Mark Zandi, chief economist of Moody's Economy.com, called the CPI report "good in that it did not auger deflation."
"It appears that businesses still have some pricing power," Zandi said. "While most people who buy stuff don't like it, a little inflation is a good thing."
Without minimizing the "significant challenges" being faced, National Association of Home Builders chief economist David Crowe said the fact that October's permits for single-family homes were roughly unchanged showed "builders are preparing for the possibility of more favorable housing-market conditions in the future."
Housing starts typically occur when a contract is signed on a "build to order" home or when a builder wants to have speculative homes that can be delivered quickly, said Wayne Norris, regional sales director for Hanley Wood Market Intelligence, which tracks the new-home market.
"Builders made a conscious decision not to start as many homes, focusing on selling what they had and closing the deals by the Nov. 30 deadline" for the first-time buyers' tax credit, Norris said.
On Nov. 6, Congress extended the credit six months into 2010, expanded it to include some current homeowners who want to trade up, and boosted income limits to jump-start sales of higher-end housing.
In the Philadelphia region, sales of previously owned homes benefited greatly from the first tax credit, rising 25.8 percent in October compared with the same month in 2008.
Though move-up buyers have begun entering the market only in the last 10 days, existing-home sale prices "are averaging $22,000 more than last November," said Art Herling, regional vice president for Long & Foster Real Estate.
Even as housing starts and permits declined, the nation's architects were reporting an increase in demand for their services in October - reaching the highest level since August 2008, at the start of the financial crisis.

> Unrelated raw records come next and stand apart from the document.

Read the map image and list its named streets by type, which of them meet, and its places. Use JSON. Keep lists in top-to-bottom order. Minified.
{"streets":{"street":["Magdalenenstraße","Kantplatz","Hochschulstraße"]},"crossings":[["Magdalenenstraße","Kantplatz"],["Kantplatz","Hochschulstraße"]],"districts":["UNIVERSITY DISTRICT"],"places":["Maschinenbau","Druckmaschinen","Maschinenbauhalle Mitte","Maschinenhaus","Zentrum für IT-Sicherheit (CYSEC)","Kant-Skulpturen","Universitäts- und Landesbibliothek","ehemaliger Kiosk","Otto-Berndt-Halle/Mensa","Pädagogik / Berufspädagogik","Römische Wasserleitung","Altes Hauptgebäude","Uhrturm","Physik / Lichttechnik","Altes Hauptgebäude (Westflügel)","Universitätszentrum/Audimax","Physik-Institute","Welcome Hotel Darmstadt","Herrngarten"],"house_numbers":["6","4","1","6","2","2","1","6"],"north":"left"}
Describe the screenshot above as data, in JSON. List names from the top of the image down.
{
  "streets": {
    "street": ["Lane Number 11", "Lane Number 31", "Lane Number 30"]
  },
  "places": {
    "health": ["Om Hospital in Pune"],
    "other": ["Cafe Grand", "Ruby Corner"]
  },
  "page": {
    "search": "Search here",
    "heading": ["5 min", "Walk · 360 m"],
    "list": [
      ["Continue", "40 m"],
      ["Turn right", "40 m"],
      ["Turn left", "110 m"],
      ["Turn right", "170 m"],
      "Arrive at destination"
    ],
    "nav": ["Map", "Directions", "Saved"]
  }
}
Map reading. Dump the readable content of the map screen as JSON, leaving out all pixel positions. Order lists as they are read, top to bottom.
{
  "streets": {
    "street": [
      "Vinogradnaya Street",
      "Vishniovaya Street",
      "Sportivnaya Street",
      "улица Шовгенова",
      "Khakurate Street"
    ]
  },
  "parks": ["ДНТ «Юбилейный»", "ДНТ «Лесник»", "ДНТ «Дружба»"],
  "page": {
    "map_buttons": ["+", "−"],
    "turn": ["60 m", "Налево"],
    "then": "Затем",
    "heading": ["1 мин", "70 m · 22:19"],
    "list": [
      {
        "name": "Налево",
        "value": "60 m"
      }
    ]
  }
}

Though it is "far too early to think we are out of the woods, American Institute of Architects chief economist Kermit Baker said, the increase "could prove to be an early signal toward a recovery."
For the Philadelphia area, consumer prices are measured bimonthly.
What they did in the September-October period.
% change
Category from July-August
Apparel +1.2
Transportation +0.2
Medical care -0.2
Food/beverages -0.4
All items -0.6
Education/
communication -1.0
Housing* -1.1
*Shelter portion fell 0.5 percent; household furnishings and operations portion fell 0.7 percent; fuels and utilities portion fell 4.6 percent.